The aim of this work is to investigate the solar behavior. To compare with the stellar behavior, I prefer to use an integral measure of the solar activity. Such a measure with an extended time base is the radio flux at 10.7 cm which has been investigated by Mouradian et al. (2002) who found many peaks in the power spectrum between 25 and 29 days. Another measure that reveals the activity in the photospheric layers of the Sun is the daily sunspot number. The daily sunspot numbers for the time interval from 1818 through 2006 are provided by Van der Linden et al. (2006). Because of many gaps in the early part of this set, only data from 1848 onwards are used for most parts of the following analysis.

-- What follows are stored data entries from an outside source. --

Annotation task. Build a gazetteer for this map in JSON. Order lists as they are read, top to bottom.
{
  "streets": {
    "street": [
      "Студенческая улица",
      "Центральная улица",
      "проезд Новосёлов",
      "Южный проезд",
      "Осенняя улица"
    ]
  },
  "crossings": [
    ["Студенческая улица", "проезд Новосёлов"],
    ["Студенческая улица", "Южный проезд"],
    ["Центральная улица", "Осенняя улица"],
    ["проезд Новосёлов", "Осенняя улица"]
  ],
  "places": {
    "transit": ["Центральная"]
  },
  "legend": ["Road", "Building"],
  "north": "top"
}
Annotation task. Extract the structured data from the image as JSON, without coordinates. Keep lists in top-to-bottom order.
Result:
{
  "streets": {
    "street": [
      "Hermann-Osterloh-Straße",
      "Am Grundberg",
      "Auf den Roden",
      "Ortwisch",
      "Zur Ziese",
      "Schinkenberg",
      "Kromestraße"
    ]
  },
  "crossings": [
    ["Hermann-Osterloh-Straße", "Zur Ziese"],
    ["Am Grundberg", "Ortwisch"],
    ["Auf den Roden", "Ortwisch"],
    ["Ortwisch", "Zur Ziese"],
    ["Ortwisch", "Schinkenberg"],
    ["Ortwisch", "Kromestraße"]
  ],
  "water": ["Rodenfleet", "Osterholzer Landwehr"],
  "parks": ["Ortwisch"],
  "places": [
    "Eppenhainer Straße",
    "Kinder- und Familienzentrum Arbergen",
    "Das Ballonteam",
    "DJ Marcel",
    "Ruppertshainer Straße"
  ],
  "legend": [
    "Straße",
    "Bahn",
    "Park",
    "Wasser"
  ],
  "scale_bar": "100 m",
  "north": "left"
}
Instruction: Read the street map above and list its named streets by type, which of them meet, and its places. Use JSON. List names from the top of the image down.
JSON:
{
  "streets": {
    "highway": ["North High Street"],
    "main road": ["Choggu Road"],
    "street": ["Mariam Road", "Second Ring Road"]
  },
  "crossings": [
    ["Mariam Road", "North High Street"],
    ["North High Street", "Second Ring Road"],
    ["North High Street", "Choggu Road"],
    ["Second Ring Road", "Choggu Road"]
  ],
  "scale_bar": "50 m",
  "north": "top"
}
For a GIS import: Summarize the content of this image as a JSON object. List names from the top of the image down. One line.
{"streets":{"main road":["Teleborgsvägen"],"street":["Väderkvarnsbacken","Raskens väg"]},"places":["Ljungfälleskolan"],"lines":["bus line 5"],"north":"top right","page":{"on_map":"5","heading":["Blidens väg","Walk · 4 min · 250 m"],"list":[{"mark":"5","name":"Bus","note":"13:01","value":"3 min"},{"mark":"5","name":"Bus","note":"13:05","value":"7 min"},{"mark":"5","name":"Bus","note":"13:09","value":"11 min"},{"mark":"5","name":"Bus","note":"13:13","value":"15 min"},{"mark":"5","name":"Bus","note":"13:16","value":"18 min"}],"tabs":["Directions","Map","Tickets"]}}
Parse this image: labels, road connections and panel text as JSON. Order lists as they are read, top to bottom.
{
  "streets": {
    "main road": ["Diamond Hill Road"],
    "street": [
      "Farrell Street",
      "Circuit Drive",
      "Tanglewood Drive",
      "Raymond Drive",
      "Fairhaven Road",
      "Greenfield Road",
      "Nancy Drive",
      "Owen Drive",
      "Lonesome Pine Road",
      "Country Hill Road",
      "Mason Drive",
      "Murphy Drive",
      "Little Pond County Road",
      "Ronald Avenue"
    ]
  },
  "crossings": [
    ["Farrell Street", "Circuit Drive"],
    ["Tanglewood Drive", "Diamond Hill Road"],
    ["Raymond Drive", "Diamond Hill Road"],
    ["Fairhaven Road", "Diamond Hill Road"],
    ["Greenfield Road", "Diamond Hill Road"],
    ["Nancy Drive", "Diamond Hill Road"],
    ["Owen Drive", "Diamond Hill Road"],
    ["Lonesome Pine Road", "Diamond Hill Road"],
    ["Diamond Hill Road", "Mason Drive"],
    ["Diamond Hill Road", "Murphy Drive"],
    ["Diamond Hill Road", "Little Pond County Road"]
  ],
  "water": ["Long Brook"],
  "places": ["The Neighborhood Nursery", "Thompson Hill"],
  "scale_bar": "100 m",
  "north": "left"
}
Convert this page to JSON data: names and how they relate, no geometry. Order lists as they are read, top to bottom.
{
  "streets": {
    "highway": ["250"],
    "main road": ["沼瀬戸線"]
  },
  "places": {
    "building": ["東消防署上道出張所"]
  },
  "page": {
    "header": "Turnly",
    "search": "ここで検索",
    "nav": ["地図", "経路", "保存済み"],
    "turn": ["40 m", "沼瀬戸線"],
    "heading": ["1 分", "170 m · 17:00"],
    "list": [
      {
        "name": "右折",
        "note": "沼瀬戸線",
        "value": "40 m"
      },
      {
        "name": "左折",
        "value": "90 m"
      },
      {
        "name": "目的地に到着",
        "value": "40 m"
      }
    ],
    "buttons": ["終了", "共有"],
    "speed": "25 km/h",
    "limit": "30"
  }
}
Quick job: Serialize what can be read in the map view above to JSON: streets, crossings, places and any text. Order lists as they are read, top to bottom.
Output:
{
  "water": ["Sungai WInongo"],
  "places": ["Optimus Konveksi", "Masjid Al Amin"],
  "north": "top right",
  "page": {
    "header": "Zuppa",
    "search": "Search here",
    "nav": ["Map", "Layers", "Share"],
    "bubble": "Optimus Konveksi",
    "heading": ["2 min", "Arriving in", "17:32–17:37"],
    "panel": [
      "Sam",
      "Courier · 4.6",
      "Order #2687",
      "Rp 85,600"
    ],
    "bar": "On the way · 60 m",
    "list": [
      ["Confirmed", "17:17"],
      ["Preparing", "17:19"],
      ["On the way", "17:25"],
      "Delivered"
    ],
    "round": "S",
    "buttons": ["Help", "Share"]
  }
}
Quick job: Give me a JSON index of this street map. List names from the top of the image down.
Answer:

Power spectra of the daily sunspot numbers have been presented by Knight et al. (1979) and Bogart (1982). Both papers report a broad peak for the solar rotation rate around 27 days and another peak close to 12 days. An extended study is presented by Henney & Harvey (2002). They find a dominant peak at 27.03 days for the last two cycles, but somewhat different periods for earlier cycles. Here I present the power spectrum for an extended total period from January 1848 through December 2006. Including data before 1848 after filling gaps by a spline interpolation, the result changes somewhat, because gaps, even after filling them, introduce artifacts. Therefore it is better to avoid these early periods. The result is shown in Fig. 1.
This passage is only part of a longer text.